Понятно, колонисты поспешили успокоить бедного юношу, заявив, что ничуть не винят его в происшедшем, и подтвердив свои дружеские чувства к нему, обнимали его и жали руку.

Павел за это время заметно поправился, возмужал.

Глубоко растроганный теплой встречей, он рассказал о событиях в его племени, происшедших после разгрома Эсперансы.

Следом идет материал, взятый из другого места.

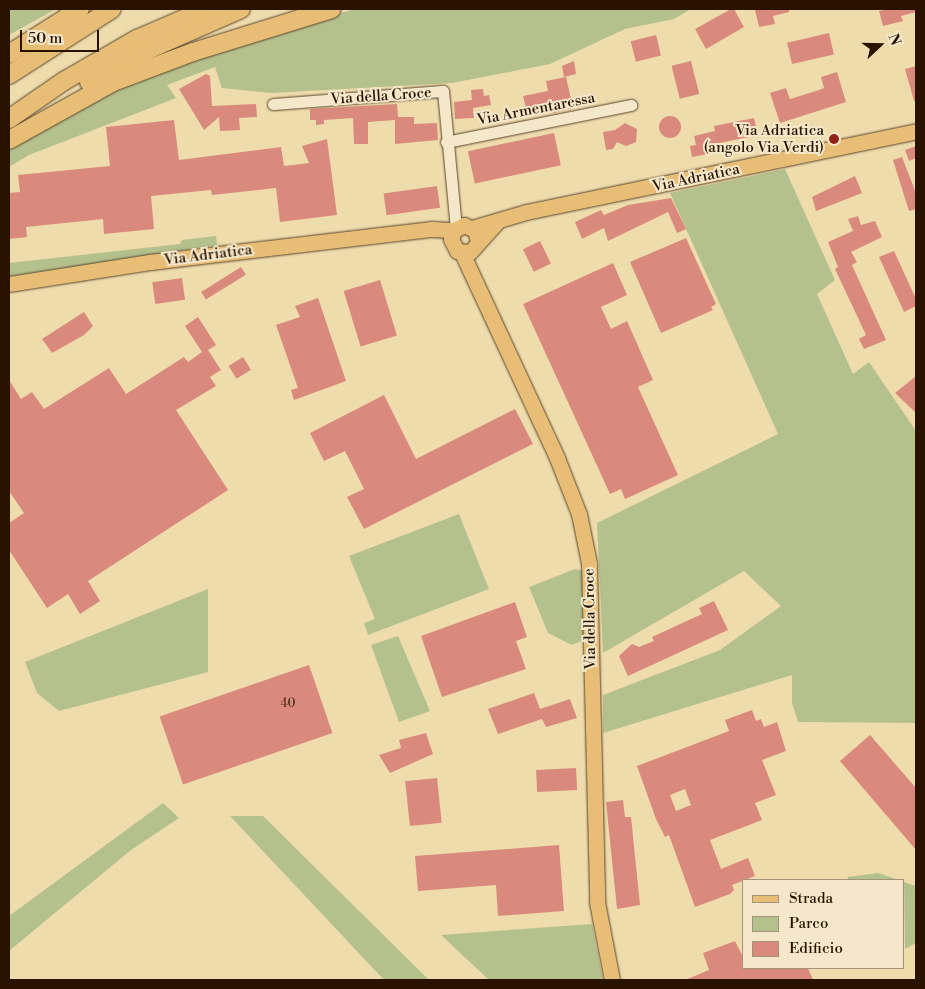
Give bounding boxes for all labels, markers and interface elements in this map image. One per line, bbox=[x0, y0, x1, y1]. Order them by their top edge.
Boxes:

- Я грозил им гневом христианского Бога, - начал Павел, - но моя мать, отважная духом, ответила: "На поход против христиан была моя воля - пусть же и кара Бога падет на мою голову"... И что же?! На обратном пути она поехала на благородном Памперо. Когда конь почувствовал на своей спине чужого, он закусил удила и как бешеный понесся по степи. Я в ужасе помчался следом, предчувствуя несчастье, хотя мать и была отличной наездницей. И действительно, вдруг Памперо оступился и на всем скаку упал, придавив мою мать. Когда я подскакал к ней, она была уже без чувств; одна рука и одна нога были сломаны. Я занялся переломами. Когда она очнулась, я было предложил съездить за врачом белых, который лечил меня, но мать воспротивилась этому: "Рука смерти легла на меня, - сказала она, - и я чувствую ее; а твоего друга наши воины убили бы. Но неужели жена и мать благородных касиков должна позорно умереть за то, что не хочет покориться Богу христиан? Говори, Бизон!" Тут, припомнив ваши наставления, я стал рассказывать о христианском Боге и о том рае, который ожидает верующих в него. Но долго ее могучий ум боролся против одолевавших сомнений. Только по мере того, как слабело тело, дух матери стал просветляться. Наконец ее гордость была сломлена, и она со смирением просила прощения у Бога. Перед смертью она позвала стариков племени и рассказала, как она счастлива, что познала истинного Бога. Однако те только засмеялись в ответ, считая ее слова горячечным бредом. Тогда она потребовала под угрозой ужасных небесных кар обещания никогда не нападать на белых. Все племя поклялось, что не будет вести против вас войну, если вы сами не нападете на него.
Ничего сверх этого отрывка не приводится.